The Belt and Road Initiative (BRI) is China's US$5 trillion outbound investment strategy to connect Asia, the Middle East, Africa and Europe through infrastructure investment.
Besides financial investment, it also requires new legal and technical skillsets.
In the five years since the BRI's launch, we have observed how best those interested can tool up for this big challenge.
First, getting sound legal advice is essential.
Contractors and investors are venturing into new countries and regions, often encountering unfamiliar political and legal regimes along the way. Chinese companies need legal advice on how best to structure a deal to meet local requirements as well as the expectations of the Chinese government.
Amongst other challenges:
- Multi-party, multi-faceted and multilateral contracts require a thorough and holistic approach to ensure the legal basics are right.
- These projects are likely to run for many years. Over this time, the legal and political regimes in many countries could change substantially, and impact the original agreements. This is important to factor into your planning.
Second, you should understand your risk exposure before signing up to a BRI project.
- On both the sponsor and lending sides, parties need to understand their allocation of risk. Until operations begin, Chinese developers have traditionally assumed most risk, offering completion guarantees to lenders that can be called in should a project not prove to be commercially viable. In the more international setting of the BRI, it is necessary to approach all negotiations with a more commercial mindset.
- Banks can mitigate risk through syndicating their loans and commercial banks can co-fund with multilateral development banks like AIIB and ADB to reduce their exposure.
- Bribery and corruption is perceived to be high in many jurisdictions along the Belt and Road. Developers and lenders must carry out adequate due diligence at the outset and as part of ongoing supply chain management throughout the life of the project to mitigate bribery and corruption risks.
Lastly, despite best intentions and thorough planning, disputes are inevitable in complex multi-party infrastructure projects. It is essential to include an effective dispute resolution mechanism.
International arbitration is often regarded as a good choice with many benefits, including confidentiality and easy enforcement in over 150 countries. Combining arbitration with mediation or another alternative dispute resolution (ADR) process may be even better. This allows parties to reach a negotiated settlement earlier on, in a more consensual and commercial setting, with arbitration as a backstop, should ADR fail.
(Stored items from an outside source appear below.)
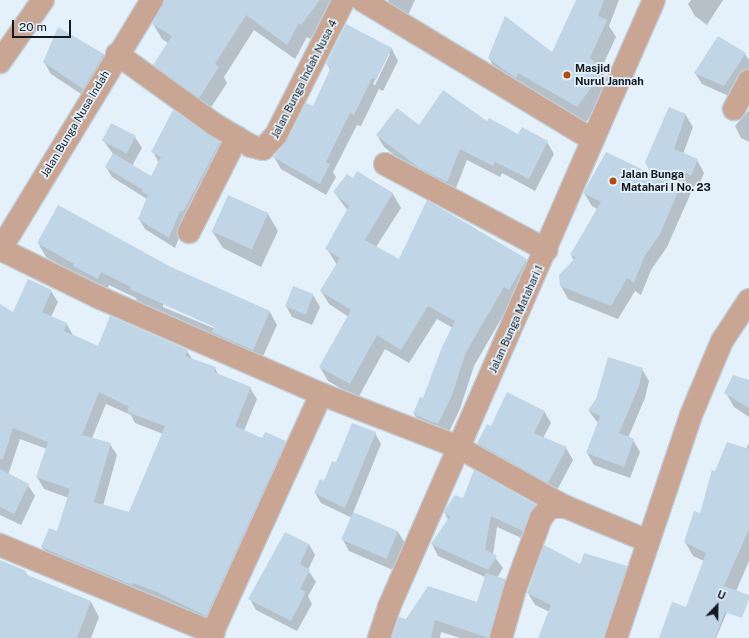 <!DOCTYPE html>
<style>
body{margin:0}
#map{position:relative;width:749px;height:638px;overflow:hidden;background:#e4f1fb;font-family:"Public Sans",sans-serif}
div>[style]{position:absolute}
.shadow>*{inset:0;background:#0003}
.building>*{inset:0;background:#c0d6e6;transform-origin:0 0}
.roads{filter:drop-shadow(1px 0 #c2ced8) drop-shadow(-1px 0 #c2ced8) drop-shadow(0 1px #c2ced8) drop-shadow(0 -1px #c2ced8)}
.street>*{height:22px;margin:-11px;padding:0 11px;transform-origin:11px;border-radius:11px;background:#c9a594}
.dots>*{width:11px;height:11px;translate:-50% -50%;box-sizing:border-box;border:2px solid #e4f1fb;border-radius:50%}
span{translate:-50% -50%;white-space:nowrap;text-align:center;line-height:1.15;-webkit-text-stroke:3.5px #e4f1fb;paint-order:stroke}
.poi-label{font-size:11px;color:#12191f;font-weight:700}
.left{translate:0 -50%;text-align:left}
.street-label{font-size:11px;color:#12191f}
.north{position:absolute;left:697px;top:586px;width:40px;height:40px;-webkit-text-stroke:3px #e4f1fb;paint-order:stroke;rotate:22deg;font-size:11px;font-weight:700;line-height:16px;text-align:center;color:#12191f}
.north::after{content:'';display:block;margin:auto;width:14px;height:18px;background:#12191f;clip-path:polygon(50% 0,100% 100%,50% 72%,0 100%)}
.scale{position:absolute;left:12px;top:20px;width:59px;height:18px;box-sizing:border-box;border:2px solid #12191f;border-top:0;padding-left:5px;font-size:12px;line-height:14px;white-space:nowrap;color:#12191f;-webkit-text-stroke:3px #e4f1fb;paint-order:stroke}
</style>
<div id="map">
<div class="shadow">
<i style="clip-path:polygon(167px 0,335px 0,337px 3px,310px 39px,307px 37px,295px 59px,254px 30px,224px 77px,227px 83px,208px 112px,163px 80px,154px 65px,168px 43px,162px 39px,153px 24px)"></i>
<i style="clip-path:polygon(388px 0,415px 0,408px 15px,392px 7px)"></i>
<i style="clip-path:polygon(577px 0,619px 0,609px 26px,616px 37px,601px 69px,612px 87px,586px 122px,498px 75px,489px 58px,552px 54px)"></i>
<i style="clip-path:polygon(691px 0,723px 0,707px 25px,695px 16px,688px 4px)"></i>
<i style="clip-path:polygon(evenodd,346px 26px,392px 49px,398px 61px,383px 91px,379px 89px,361px 126px,357px 125px,333px 172px,336px 177px,326px 195px,281px 169px,274px 157px,313px 108px,331px 71px,327px 64px,346px 26px,388px 54px,390px 54px,375px 85px,373px 84px,388px 54px)"></i>
<i style="clip-path:polygon(58px 29px,104px 55px,111px 67px,90px 100px,51px 74px,44px 62px)"></i>
<i style="clip-path:polygon(745px 54px,749px 60px,749px 70px,731px 97px,702px 84px,695px 73px)"></i>
<i style="clip-path:polygon(749px 110px,749px 142px,741px 138px,735px 126px)"></i>
<i style="clip-path:polygon(173px 111px,220px 143px,226px 154px,186px 220px,175px 248px,145px 229px,139px 219px,147px 199px,112px 177px,106px 167px,113px 154px,103px 140px,135px 137px,142px 148px,132px 166px,151px 177px,159px 163px,153px 152px)"></i>
<i style="clip-path:polygon(685px 114px,693px 127px,683px 154px,697px 160px,704px 173px,698px 188px,694px 186px,667px 247px,651px 270px,641px 295px,635px 291px,618px 319px,568px 299px,561px 286px,574px 261px,571px 255px,597px 209px,592px 206px,584px 193px,651px 175px)"></i>
<i style="clip-path:polygon(488px 123px,519px 135px,547px 142px,554px 154px,535px 191px,502px 173px,500px 177px,467px 160px,454px 193px,425px 179px,384px 147px,377px 135px,419px 126px)"></i>
<i style="clip-path:polygon(358px 172px,393px 194px,401px 208px,376px 247px,399px 260px,526px 260px,534px 274px,512px 300px,474px 366px,460px 409px,446px 438px,422px 428px,414px 414px,423px 400px,453px 328px,437px 319px,409px 363px,385px 349px,358px 398px,328px 381px,320px 367px,349px 317px,329px 304px,321px 291px,337px 265px,327px 249px,348px 211px,334px 192px,354px 179px)"></i>
<i style="clip-path:polygon(268px 214px,278px 231px,261px 267px,223px 248px,212px 231px)"></i>
<i style="clip-path:polygon(evenodd,38px 243px,270px 312px,277px 325px,260px 363px,170px 318px,168px 315px,138px 303px,136px 298px,109px 285px,106px 291px,46px 257px,38px 243px,163px 304px,219px 328px,218px 330px,163px 307px,163px 304px)"></i>
<i style="clip-path:polygon(evenodd,51px 291px,58px 302px,51px 317px,66px 323px,73px 335px,99px 347px,187px 351px,193px 360px,215px 368px,219px 376px,250px 388px,257px 399px,244px 431px,263px 439px,285px 442px,292px 454px,213px 627px,49px 558px,42px 547px,58px 532px,69px 498px,44px 489px,37px 477px,47px 449px,20px 439px,8px 475px,28px 485px,35px 496px,21px 525px,0 515px,0 314px,14px 313px,51px 291px,106px 404px,131px 415px,135px 423px,163px 434px,129px 513px,103px 506px,117px 455px,110px 444px,92px 438px,106px 404px)"></i>
<i style="clip-path:polygon(313px 295px,320px 307px,312px 325px,292px 317px,286px 306px)"></i>
<i style="clip-path:polygon(642px 369px,649px 381px,645px 398px,628px 438px,633px 440px,640px 452px,630px 478px,594px 465px,587px 453px,598px 423px,589px 411px,597px 399px)"></i>
<i style="clip-path:polygon(749px 380px,749px 417px,734px 407px,726px 393px)"></i>
<i style="clip-path:polygon(544px 411px,551px 423px,543px 438px,566px 448px,573px 460px,555px 494px,485px 455px,478px 443px,491px 428px)"></i>
<i style="clip-path:polygon(375px 433px,381px 444px,353px 513px,398px 532px,405px 543px,393px 570px,349px 551px,343px 540px,352px 518px,321px 503px,315px 493px,336px 464px)"></i>
<i style="clip-path:polygon(749px 443px,749px 561px,716px 638px,660px 638px,686px 609px,704px 561px,693px 556px,685px 542px,701px 514px,715px 472px,746px 449px)"></i>
<i style="clip-path:polygon(464px 499px,535px 505px,542px 517px,530px 542px,497px 527px,493px 555px,503px 568px,497px 578px,505px 580px,511px 592px,499px 638px,460px 638px,441px 632px,440px 638px,392px 638px,407px 621px,477px 603px,485px 577px,438px 556px,432px 544px,448px 520px,445px 513px)"></i>
<i style="clip-path:polygon(309px 544px,315px 555px,308px 570px,316px 582px,308px 596px,312px 604px,297px 631px,256px 610px,250px 599px)"></i>
<i style="clip-path:polygon(0 561px,25px 572px,28px 576px,91px 602px,99px 617px,91px 638px,0 638px)"></i>
<i style="clip-path:polygon(581px 565px,626px 567px,633px 579px,614px 638px,539px 638px,550px 612px,535px 605px,528px 593px)"></i>
</div>
<div class="building">
<i style="clip-path:polygon(164px 0,320px 0,301px 25px,299px 23px,287px 45px,246px 15px,215px 64px,219px 67px,199px 98px,153px 65px,172px 36px,152px 24px)"></i>
<i style="clip-path:polygon(576px 0,604px 0,598px 16px,607px 20px,590px 58px,604px 70px,577px 107px,518px 73px,516px 78px,488px 58px,505px 16px,552px 52px)"></i>
<i style="clip-path:polygon(346px 24px,392px 48px,376px 80px,372px 78px,354px 115px,350px 113px,326px 162px,330px 164px,320px 184px,273px 157px,287px 141px,306px 103px,313px 106px,331px 67px,326px 64px)"></i>
<i style="clip-path:polygon(58px 27px,104px 54px,83px 89px,43px 62px)"></i>
<i style="clip-path:polygon(718px 36px,746px 53px,724px 86px,694px 73px)"></i>
<i style="clip-path:polygon(443px 90px,487px 121px,489px 118px,518px 134px,522px 127px,548px 141px,529px 179px,495px 162px,493px 166px,460px 149px,447px 182px,418px 167px,376px 135px,397px 108px,419px 125px)"></i>
<i style="clip-path:polygon(669px 107px,686px 114px,674px 149px,698px 159px,691px 176px,686px 173px,660px 234px,644px 257px,634px 283px,627px 278px,611px 306px,560px 286px,559px 275px,576px 257px,570px 255px,601px 202px,583px 193px,606px 152px,650px 173px,645px 162px)"></i>
<i style="clip-path:polygon(173px 110px,220px 142px,183px 212px,180px 211px,169px 238px,138px 219px,148px 195px,142px 192px,143px 190px,105px 167px,113px 153px,151px 176px,161px 157px,151px 152px)"></i>
<i style="left:111px;top:123px;width:28px;height:20px;rotate:27deg"></i>
<i style="clip-path:polygon(357px 171px,393px 193px,365px 240px,399px 259px,427px 200px,527px 259px,509px 290px,504px 287px,466px 352px,452px 395px,438px 424px,413px 414px,420px 397px,423px 398px,442px 347px,455px 321px,428px 306px,401px 350px,377px 335px,350px 384px,319px 367px,351px 310px,320px 291px,340px 258px,325px 249px,349px 206px,333px 192px,347px 174px,353px 178px)"></i>
<i style="left:228px;top:195px;width:44px;height:40px;rotate:24deg"></i>
<i style="clip-path:polygon(58px 205px,171px 267px,270px 311px,253px 350px,212px 332px,214px 327px,130px 289px,131px 287px,101px 272px,98px 279px,73px 266px,74px 264px,37px 243px)"></i>
<i style="clip-path:polygon(evenodd,28px 279px,52px 290px,42px 312px,67px 323px,64px 331px,98px 346px,110px 316px,188px 350px,185px 356px,216px 367px,214px 372px,251px 387px,235px 426px,262px 438px,265px 432px,286px 441px,206px 616px,155px 591px,133px 583px,132px 585px,41px 547px,49px 528px,57px 531px,70px 489px,36px 477px,48px 442px,13px 428px,3px 459px,0 459px,0 304px,13px 312px,28px 279px,99px 392px,129px 407px,127px 412px,165px 426px,129px 512px,94px 502px,111px 443px,82px 435px,99px 392px)"></i>
<i style="left:293px;top:286px;width:22px;height:22px;rotate:21deg"></i>
<i style="clip-path:polygon(608px 357px,643px 368px,639px 386px,619px 433px,634px 439px,624px 467px,586px 453px,600px 416px,588px 410px,596px 399px)"></i>
<i style="clip-path:polygon(733px 375px,749px 380px,749px 408px,724px 393px)"></i>
<i style="clip-path:polygon(507px 392px,545px 411px,534px 433px,567px 447px,548px 483px,477px 443px,487px 424px,491px 426px)"></i>
<i style="clip-path:polygon(352px 423px,376px 432px,345px 508px,314px 493px,320px 479px,324px 481px,332px 461px,336px 462px)"></i>
<i style="clip-path:polygon(727px 442px,749px 449px,749px 529px,724px 586px,749px 595px,749px 599px,742px 618px,725px 612px,715px 638px,659px 638px,672px 602px,686px 607px,706px 553px,684px 542px,694px 511px,700px 513px,712px 470px,715px 471px)"></i>
<i style="clip-path:polygon(0 469px,29px 484px,14px 514px,0 507px)"></i>
<i style="clip-path:polygon(474px 470px,536px 505px,523px 531px,491px 516px,485px 549px,497px 556px,488px 570px,431px 544px,450px 516px,444px 513px,444px 511px,455px 495px,463px 498px)"></i>
<i style="left:353px;top:512px;width:49px;height:30px;rotate:23deg"></i>
<i style="clip-path:polygon(285px 532px,309px 544px,300px 564px,310px 570px,300px 589px,306px 592px,291px 621px,248px 599px)"></i>
<i style="clip-path:polygon(544px 545px,580px 564px,584px 553px,627px 566px,604px 638px,538px 638px,551px 605px,527px 593px)"></i>
<i style="clip-path:polygon(0 560px,26px 571px,25px 574px,91px 601px,77px 638px,0 638px)"></i>
<i style="clip-path:polygon(486px 573px,505px 579px,489px 638px,435px 620px,431px 638px,392px 638px,399px 617px,406px 619px,428px 586px,477px 602px)"></i>
</div>
<div class="roads">
<div class="street">
<i style="left:362px;top:0;width:270px;rotate:31.2deg"></i>
<i style="left:117px;top:54px;width:120px;rotate:35.8deg"></i>
<i style="left:214px;top:124px;width:43px;rotate:30.7deg"></i>
<i style="left:251px;top:146px;width:12px;rotate:14deg"></i>
<i style="left:263px;top:149px;width:19px;rotate:-47deg"></i>
<i style="left:276px;top:135px;width:151px;rotate:-63.3deg"></i>
<i style="left:0;top:62px;width:75px;rotate:-55.3deg"></i>
<i style="left:734px;top:109px;width:32px;rotate:-62deg"></i>
<i style="left:385px;top:164px;width:183px;rotate:28deg"></i>
<i style="left:189px;top:232px;width:106px;rotate:-63.2deg"></i>
<i style="left:0;top:249px;width:109px;rotate:26.1deg"></i>
<i style="left:98px;top:297px;width:243px;rotate:23.5deg"></i>
<i style="left:321px;top:394px;width:147px;rotate:21.1deg"></i>
<i style="left:458px;top:447px;width:124px;rotate:29.1deg"></i>
<i style="left:566px;top:507px;width:89px;rotate:22.5deg"></i>
<i style="left:0;top:250px;width:293px;rotate:-58.7deg"></i>
<i style="left:0;top:545px;width:231px;rotate:22.4deg"></i>
<i style="left:210px;top:638px;width:268px;rotate:-65.5deg"></i>
<i style="left:379px;top:638px;width:33px;rotate:-72deg"></i>
<i style="left:389px;top:607px;width:662px;rotate:-66.42deg"></i>
<i style="left:501px;top:638px;width:51px;rotate:-74.1deg"></i>
<i style="left:515px;top:589px;width:76px;rotate:-69.9deg"></i>
<i style="left:541px;top:518px;width:14px;rotate:-51deg"></i>
<i style="left:550px;top:507px;width:16px"></i>
<i style="left:616px;top:638px;width:235px;rotate:-71.4deg"></i>
<i style="left:691px;top:415px;width:80px;rotate:-67.3deg"></i>
<i style="left:722px;top:341px;width:49px;rotate:-56.6deg"></i>
</div>
</div>
<div class="dots">
<i style="left:567px;top:75px;background:#b04e0f"></i>
<i style="left:613px;top:181px;background:#b04e0f"></i>
</div>
<div class="poi-label">
<span class="left" style="left:575px;top:75px">Masjid<br>Nurul Jannah</span>
<span class="left" style="left:621px;top:181px">Jalan Bunga<br>Matahari I No. 23</span>
</div>
<div class="street-label">
<span style="left:304px;top:79px;rotate:-63deg">Jalan Bunga Indah Nusa 4</span>
<span style="left:75px;top:124px;rotate:-59deg">Jalan Bunga Nusa Indah</span>
<span style="left:516px;top:319px;rotate:-66deg">Jalan Bunga Matahari 1</span>
</div>
<div class="north">U</div>
<div class="scale">20 m</div>
</div>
- If you cannot get 'home court' advantage, choose an appropriate neutral venue. Hong Kong, by virtue of the 'one country, two systems' doctrine, enjoys a unique position. It has an established rule of law and experienced practitioners, judges, arbitrators and mediators. Singapore is regarded in a similar way.
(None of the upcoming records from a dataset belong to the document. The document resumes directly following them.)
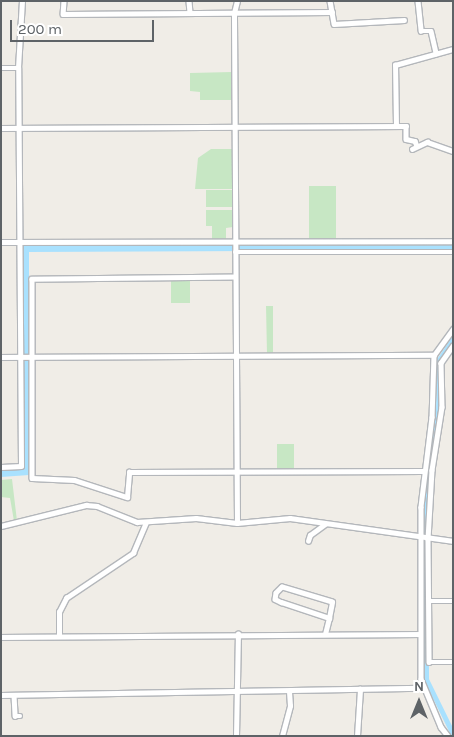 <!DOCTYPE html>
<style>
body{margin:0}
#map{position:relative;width:454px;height:737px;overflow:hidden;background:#f0ede7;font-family:Karla,sans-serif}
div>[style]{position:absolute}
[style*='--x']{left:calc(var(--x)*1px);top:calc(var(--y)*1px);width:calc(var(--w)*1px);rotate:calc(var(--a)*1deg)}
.green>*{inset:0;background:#c7e7c4;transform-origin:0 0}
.water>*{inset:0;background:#a9e1fe}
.canal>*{height:5px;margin:-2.5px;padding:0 2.5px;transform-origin:2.5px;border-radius:2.5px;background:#a9e1fe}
.roads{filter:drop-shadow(1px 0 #b4b7bb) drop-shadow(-1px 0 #b4b7bb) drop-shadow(0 1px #b4b7bb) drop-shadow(0 -1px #b4b7bb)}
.street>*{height:4.5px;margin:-2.25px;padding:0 2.25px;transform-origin:2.25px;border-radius:2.25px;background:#fff}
span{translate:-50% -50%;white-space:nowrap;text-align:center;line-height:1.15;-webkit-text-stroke:4px #fff;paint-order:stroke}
.frame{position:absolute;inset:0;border:2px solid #5e6367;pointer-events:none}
.north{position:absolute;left:394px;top:677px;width:50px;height:50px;-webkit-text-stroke:4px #fff;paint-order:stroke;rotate:0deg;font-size:14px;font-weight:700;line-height:20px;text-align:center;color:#5e6367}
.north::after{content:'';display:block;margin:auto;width:18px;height:22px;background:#5e6367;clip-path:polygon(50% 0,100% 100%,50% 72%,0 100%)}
.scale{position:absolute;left:10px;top:20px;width:144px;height:22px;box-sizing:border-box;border:2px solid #5e6367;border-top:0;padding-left:6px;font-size:15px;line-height:18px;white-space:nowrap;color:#5e6367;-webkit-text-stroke:4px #fff;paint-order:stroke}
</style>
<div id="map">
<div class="green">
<div style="clip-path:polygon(232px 72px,232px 100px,200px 100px,200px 92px,190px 91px,190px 73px)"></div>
<div style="clip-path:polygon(211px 149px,233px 149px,233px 189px,195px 189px,198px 158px)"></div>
<div style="left:309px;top:186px;width:27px;height:54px"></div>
<div style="left:206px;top:190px;width:27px;height:17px"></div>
<div style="clip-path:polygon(206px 210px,233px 210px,233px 227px,226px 228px,226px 240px,212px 239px,212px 226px,206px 226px)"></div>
<div style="left:171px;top:279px;width:19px;height:24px"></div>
<div style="clip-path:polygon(266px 306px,273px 306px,273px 354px,267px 354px)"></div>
<div style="left:277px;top:444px;width:17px;height:25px"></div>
<div style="clip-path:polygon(12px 479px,17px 521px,14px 521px,10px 498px,1px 497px,1px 480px)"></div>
</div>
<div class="water">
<div style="clip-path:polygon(453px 243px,453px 250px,29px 252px,29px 475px,1px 477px,1px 470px,22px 468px,21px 244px)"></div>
</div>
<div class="canal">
<div style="--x:453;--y:339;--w:25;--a:124"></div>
<div style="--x:439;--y:360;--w:52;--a:91.1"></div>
<div style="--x:438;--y:412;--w:59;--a:99.8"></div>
<div style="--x:428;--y:470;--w:59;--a:92.9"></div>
<div style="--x:425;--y:529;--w:150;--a:89.6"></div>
<div style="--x:426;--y:679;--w:61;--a:63.9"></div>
</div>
<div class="roads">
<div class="street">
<div style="--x:64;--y:1;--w:13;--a:94"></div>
<div style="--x:63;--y:14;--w:269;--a:-0.4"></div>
<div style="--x:189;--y:1;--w:12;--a:85"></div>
<div style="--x:330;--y:1;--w:23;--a:80"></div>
<div style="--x:334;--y:24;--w:70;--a:-3.3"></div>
<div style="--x:418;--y:1;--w:30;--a:84"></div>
<div style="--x:421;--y:31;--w:10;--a:0"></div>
<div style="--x:431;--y:31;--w:23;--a:77"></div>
<div style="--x:1;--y:68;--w:17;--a:0"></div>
<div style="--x:396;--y:126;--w:61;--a:-90.9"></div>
<div style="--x:395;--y:65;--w:60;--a:-15.4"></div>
<div style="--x:1;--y:128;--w:405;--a:-0.3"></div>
<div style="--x:406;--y:126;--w:13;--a:90"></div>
<div style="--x:406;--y:139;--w:9;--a:13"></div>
<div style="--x:415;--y:141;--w:5;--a:68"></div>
<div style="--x:412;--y:149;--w:17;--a:-25"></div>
<div style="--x:427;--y:142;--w:28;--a:19"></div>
<div style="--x:1;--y:242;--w:452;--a:-0.1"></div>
<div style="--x:235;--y:252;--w:218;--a:0"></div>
<div style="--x:235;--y:277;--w:203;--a:179.4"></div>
<div style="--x:32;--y:279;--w:199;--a:90"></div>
<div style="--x:32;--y:478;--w:42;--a:2.7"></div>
<div style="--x:74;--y:480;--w:56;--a:17.8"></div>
<div style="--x:127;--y:497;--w:25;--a:-85"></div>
<div style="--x:129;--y:472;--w:295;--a:-0.2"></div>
<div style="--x:453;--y:346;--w:21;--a:125"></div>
<div style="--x:441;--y:363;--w:44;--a:88.7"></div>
<div style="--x:442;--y:407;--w:64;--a:99"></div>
<div style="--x:432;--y:470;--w:69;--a:93.3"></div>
<div style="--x:428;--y:539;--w:123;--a:89.5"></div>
<div style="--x:429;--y:662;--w:24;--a:0"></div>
<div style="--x:434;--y:355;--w:62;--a:91.8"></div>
<div style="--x:432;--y:417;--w:91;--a:97"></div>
<div style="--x:421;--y:507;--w:172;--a:90"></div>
<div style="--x:421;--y:679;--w:52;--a:67.4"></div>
<div style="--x:441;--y:727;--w:11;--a:52"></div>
<div style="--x:1;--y:357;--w:433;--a:-0.3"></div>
<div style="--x:434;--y:355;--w:32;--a:-54"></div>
<div style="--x:1;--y:467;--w:20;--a:-3"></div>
<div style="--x:21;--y:466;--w:398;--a:-90.4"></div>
<div style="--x:18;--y:68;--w:67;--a:-86.6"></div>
<div style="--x:237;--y:523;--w:510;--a:-90.34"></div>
<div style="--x:234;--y:13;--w:12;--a:-76"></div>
<div style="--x:1;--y:526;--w:88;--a:-13.9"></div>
<div style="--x:86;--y:505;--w:11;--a:5"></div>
<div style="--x:97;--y:506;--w:43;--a:21.8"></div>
<div style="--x:137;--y:522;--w:59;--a:-3.9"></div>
<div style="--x:196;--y:518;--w:41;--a:7"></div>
<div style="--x:237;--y:523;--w:53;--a:-5.4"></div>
<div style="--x:290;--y:518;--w:165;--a:8"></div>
<div style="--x:308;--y:541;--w:6;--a:-72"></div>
<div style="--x:310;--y:535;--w:19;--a:-36"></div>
<div style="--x:429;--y:601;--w:24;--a:0"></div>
<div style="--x:59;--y:634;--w:22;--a:-90"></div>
<div style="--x:59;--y:612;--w:16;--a:-63"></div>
<div style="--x:66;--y:598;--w:81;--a:-33.9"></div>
<div style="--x:133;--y:553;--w:33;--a:-67"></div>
<div style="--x:325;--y:634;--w:16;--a:-76"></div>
<div style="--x:329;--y:618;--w:16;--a:-79"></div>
<div style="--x:332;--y:602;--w:52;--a:-163.3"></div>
<div style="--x:282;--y:587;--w:8;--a:135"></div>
<div style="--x:276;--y:593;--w:6;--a:99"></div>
<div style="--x:275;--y:599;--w:7;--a:27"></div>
<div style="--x:281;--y:602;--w:51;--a:18.4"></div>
<div style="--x:1;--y:637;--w:419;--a:-0.4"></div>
<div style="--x:1;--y:695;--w:421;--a:-1"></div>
<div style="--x:14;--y:695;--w:21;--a:87"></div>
<div style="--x:15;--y:716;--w:5;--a:0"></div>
<div style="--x:236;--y:736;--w:102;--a:-88.9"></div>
<div style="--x:282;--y:736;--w:31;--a:-75"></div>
<div style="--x:290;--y:706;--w:15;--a:-94"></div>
<div style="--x:357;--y:736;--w:47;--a:-86.3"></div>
</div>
</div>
<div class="frame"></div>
<div class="north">N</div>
<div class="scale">200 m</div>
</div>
- It is vital to choose an appropriate governing law to resolve your dispute. Established jurisprudence, such as England and Wales and Hong Kong, alongside Chinese law, are popular choices.
- Dovetailing project documentation, funding and dispute resolution across a myriad of contracts requires specialist legal input.
The contents of this publication, current at the date of publication set out above, are for reference purposes only. They do not constitute legal advice and should not be relied upon as such. Specific legal advice about your specific circumstances should always be sought separately before taking any action based on this publication.